• [Your objective] When you reach the line containing "filter:drop-shadow(2px 0 #5b5040)", include it and stop; until then, return each line of the material exactly, starting with the first.

• [Excerpted data]
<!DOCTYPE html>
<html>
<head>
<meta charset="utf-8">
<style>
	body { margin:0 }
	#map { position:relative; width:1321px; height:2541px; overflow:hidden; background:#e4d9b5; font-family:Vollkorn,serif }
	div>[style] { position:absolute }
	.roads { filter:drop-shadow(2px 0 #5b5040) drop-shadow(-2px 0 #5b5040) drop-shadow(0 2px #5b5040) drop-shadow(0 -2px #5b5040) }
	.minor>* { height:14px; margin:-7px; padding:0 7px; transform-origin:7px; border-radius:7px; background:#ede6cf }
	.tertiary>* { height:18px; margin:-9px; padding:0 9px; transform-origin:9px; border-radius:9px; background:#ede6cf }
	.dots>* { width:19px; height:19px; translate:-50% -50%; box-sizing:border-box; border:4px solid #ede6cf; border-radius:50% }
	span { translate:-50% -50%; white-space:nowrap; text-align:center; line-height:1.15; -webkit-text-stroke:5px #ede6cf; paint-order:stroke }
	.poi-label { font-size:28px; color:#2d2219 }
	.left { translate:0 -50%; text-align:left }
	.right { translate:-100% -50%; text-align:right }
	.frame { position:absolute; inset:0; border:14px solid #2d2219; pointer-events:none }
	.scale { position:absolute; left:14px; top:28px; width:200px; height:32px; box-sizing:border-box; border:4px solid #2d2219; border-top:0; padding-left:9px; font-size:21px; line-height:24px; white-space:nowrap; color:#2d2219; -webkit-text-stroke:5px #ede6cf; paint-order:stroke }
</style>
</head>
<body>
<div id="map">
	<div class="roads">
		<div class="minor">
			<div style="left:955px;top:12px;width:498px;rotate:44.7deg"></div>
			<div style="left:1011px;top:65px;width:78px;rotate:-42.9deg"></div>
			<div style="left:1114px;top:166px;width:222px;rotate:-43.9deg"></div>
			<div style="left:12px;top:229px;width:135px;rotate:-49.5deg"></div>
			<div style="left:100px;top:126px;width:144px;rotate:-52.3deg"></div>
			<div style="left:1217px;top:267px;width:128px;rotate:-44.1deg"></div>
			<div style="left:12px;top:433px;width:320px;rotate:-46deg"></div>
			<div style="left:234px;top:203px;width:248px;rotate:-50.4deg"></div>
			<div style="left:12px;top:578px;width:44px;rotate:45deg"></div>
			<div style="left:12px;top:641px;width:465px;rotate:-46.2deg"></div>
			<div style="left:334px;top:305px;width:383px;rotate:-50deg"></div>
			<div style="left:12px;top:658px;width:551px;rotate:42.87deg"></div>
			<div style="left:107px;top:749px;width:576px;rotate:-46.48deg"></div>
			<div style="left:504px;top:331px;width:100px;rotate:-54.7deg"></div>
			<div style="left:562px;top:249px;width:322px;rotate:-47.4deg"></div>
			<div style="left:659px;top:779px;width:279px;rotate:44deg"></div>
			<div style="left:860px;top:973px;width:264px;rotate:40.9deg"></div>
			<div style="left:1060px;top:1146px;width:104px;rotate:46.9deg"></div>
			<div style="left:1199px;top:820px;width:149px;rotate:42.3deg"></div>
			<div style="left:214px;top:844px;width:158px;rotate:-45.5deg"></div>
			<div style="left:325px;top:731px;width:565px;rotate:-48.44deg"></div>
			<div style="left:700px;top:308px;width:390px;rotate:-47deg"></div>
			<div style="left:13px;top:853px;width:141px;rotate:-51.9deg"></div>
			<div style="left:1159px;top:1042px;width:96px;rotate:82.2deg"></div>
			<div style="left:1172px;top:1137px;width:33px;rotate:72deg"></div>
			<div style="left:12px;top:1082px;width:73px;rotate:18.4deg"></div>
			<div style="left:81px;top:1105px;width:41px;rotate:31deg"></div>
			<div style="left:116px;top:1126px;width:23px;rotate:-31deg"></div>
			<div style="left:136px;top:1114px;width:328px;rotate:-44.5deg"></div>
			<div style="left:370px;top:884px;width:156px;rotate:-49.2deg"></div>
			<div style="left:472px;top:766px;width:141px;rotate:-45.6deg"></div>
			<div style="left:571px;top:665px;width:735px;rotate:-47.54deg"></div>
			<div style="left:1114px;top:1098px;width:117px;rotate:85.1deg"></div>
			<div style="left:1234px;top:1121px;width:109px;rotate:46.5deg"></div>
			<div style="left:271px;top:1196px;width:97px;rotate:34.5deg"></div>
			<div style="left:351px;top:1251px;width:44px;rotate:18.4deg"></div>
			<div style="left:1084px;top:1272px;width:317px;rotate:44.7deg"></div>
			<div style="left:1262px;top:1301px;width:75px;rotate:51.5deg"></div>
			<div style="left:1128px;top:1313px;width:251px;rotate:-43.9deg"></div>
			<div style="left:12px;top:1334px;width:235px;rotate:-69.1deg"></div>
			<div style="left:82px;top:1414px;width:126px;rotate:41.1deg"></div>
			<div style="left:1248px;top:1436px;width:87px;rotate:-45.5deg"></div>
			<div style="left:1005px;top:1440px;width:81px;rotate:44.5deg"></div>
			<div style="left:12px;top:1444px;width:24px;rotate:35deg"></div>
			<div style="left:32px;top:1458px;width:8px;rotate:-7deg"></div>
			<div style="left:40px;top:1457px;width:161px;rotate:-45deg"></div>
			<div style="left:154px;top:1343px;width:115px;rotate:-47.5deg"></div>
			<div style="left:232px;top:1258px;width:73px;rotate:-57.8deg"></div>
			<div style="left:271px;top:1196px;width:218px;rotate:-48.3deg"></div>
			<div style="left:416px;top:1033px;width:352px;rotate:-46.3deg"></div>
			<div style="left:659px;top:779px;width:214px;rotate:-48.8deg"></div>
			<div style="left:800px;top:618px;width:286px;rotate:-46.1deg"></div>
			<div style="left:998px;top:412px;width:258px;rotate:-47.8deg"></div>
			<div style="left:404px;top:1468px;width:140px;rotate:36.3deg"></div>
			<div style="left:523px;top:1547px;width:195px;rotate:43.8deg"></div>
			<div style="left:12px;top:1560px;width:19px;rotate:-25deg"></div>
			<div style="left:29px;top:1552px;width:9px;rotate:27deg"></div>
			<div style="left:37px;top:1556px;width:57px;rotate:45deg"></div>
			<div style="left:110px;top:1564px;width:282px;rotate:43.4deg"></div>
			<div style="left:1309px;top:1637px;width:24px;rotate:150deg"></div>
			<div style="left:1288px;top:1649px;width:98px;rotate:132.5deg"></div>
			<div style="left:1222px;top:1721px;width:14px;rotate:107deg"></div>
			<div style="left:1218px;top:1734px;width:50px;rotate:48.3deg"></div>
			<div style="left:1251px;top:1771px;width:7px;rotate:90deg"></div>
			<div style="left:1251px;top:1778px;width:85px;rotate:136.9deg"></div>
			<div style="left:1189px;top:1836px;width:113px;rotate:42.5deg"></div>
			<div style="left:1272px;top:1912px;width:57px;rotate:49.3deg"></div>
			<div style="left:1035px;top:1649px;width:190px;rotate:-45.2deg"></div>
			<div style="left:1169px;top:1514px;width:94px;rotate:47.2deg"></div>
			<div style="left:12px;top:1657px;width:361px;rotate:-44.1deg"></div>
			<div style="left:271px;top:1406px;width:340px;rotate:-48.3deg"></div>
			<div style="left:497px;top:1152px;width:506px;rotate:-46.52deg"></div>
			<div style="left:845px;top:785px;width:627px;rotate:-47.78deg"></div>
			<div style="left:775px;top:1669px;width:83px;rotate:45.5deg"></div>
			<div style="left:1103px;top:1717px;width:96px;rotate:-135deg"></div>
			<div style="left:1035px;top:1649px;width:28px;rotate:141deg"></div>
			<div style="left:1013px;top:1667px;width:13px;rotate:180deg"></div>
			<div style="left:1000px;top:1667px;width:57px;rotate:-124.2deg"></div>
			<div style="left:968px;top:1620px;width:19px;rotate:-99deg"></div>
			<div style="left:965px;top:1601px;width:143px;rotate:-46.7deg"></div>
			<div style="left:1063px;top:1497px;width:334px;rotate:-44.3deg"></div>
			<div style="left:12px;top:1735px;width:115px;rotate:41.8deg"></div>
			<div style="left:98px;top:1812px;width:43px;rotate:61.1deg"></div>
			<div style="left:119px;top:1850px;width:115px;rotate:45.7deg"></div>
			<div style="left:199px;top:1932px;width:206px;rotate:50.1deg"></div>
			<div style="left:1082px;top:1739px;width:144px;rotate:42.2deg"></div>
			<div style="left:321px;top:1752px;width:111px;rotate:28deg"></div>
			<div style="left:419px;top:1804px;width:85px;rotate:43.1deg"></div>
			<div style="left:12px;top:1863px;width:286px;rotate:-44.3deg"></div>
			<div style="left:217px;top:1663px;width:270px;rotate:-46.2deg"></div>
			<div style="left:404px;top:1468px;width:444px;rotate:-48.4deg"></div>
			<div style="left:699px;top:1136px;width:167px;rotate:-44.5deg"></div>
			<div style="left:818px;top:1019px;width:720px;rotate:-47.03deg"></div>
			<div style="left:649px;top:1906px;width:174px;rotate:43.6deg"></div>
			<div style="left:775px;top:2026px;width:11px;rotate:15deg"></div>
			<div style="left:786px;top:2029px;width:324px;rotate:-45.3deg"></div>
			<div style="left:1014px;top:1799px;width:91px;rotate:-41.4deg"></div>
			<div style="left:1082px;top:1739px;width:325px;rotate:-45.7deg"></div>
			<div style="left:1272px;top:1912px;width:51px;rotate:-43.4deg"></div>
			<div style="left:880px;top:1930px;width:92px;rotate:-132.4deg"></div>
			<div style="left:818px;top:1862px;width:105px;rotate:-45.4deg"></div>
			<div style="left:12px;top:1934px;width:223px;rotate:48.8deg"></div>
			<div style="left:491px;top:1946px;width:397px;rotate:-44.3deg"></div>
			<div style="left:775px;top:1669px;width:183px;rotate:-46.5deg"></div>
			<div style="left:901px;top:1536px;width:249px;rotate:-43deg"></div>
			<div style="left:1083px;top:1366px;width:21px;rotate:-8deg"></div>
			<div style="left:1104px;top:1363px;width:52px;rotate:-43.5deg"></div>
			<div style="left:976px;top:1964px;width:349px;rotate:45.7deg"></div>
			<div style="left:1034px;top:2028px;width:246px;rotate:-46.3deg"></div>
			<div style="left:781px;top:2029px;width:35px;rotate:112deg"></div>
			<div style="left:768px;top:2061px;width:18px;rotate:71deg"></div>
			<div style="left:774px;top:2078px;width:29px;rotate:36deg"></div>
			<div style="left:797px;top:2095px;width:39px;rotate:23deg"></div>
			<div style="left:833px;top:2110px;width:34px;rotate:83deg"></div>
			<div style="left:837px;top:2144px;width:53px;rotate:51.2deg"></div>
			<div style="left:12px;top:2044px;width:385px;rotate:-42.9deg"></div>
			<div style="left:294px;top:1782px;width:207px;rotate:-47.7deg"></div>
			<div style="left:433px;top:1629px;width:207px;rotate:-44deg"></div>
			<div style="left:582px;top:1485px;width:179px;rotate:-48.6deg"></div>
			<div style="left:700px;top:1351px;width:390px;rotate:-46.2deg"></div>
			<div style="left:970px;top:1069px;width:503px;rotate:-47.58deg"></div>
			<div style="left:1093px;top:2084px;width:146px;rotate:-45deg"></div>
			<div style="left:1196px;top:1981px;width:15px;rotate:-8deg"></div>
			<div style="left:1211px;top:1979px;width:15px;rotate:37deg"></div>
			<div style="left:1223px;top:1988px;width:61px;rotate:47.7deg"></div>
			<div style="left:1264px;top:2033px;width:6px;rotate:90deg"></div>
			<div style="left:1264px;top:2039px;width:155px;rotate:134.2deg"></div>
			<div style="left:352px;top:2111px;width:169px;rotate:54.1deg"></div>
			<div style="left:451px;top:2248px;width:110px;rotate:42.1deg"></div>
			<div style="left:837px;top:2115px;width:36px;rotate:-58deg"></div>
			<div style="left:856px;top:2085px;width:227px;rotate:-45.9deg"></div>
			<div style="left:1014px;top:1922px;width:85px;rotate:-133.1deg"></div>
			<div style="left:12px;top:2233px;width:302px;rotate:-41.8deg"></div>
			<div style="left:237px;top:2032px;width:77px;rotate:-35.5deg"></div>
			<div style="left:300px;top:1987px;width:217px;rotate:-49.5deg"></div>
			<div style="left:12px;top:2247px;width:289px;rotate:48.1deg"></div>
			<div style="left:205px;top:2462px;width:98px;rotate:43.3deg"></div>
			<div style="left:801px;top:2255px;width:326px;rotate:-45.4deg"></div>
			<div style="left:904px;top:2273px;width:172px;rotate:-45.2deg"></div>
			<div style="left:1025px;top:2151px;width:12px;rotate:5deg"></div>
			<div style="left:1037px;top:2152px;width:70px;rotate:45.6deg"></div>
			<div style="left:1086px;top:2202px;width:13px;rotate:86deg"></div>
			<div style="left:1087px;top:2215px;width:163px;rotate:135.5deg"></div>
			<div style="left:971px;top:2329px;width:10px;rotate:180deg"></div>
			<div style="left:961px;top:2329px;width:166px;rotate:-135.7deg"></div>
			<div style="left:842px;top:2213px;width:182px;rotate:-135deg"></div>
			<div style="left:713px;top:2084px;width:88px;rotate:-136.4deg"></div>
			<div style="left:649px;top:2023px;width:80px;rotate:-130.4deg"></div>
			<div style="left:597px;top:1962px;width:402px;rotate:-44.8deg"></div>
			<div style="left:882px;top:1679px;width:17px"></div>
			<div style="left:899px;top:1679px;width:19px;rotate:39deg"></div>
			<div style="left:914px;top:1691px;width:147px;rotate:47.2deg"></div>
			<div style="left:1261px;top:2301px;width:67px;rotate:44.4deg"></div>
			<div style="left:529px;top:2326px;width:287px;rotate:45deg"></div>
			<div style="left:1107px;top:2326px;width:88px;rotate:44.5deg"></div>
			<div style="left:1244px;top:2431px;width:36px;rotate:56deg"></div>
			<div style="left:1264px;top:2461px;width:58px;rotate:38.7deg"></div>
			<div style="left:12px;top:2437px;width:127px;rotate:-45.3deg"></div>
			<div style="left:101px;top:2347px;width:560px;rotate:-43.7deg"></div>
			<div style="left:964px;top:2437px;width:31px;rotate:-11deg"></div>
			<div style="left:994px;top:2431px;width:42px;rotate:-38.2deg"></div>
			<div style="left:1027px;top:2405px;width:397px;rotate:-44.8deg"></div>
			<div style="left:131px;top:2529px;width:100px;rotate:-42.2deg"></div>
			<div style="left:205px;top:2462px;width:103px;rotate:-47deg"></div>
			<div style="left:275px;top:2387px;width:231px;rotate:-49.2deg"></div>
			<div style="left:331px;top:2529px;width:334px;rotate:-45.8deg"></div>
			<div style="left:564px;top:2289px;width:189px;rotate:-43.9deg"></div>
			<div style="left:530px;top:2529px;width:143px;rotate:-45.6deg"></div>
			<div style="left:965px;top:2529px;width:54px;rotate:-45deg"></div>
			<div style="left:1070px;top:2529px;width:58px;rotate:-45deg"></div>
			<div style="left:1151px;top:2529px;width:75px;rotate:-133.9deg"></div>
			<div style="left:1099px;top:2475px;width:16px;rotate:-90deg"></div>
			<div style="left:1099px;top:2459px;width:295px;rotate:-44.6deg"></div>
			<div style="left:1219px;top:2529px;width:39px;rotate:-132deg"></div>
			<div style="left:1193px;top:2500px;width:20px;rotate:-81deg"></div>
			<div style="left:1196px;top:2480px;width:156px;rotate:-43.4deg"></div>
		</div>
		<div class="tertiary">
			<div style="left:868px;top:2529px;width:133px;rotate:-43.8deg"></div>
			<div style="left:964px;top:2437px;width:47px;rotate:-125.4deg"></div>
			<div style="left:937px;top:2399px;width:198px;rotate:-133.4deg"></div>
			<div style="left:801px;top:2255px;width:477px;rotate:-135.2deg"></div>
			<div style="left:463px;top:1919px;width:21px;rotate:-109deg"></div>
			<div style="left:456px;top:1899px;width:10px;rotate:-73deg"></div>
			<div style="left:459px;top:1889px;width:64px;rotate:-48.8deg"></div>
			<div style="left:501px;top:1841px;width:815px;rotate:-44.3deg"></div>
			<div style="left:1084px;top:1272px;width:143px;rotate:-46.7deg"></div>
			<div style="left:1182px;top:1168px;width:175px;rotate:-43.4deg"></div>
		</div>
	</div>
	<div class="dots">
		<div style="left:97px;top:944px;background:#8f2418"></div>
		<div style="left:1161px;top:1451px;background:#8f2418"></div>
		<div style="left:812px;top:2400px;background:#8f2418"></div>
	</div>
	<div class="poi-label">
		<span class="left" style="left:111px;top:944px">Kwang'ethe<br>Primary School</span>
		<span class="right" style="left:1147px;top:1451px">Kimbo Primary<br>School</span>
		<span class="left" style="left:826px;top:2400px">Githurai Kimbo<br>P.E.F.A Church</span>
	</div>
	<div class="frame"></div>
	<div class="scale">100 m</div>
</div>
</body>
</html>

• [Task solution]
<!DOCTYPE html>
<html>
<head>
<meta charset="utf-8">
<style>
	body { margin:0 }
	#map { position:relative; width:1321px; height:2541px; overflow:hidden; background:#e4d9b5; font-family:Vollkorn,serif }
	div>[style] { position:absolute }
	.roads { filter:drop-shadow(2px 0 #5b5040) drop-shadow(-2px 0 #5b5040) drop-shadow(0 2px #5b5040) drop-shadow(0 -2px #5b5040) }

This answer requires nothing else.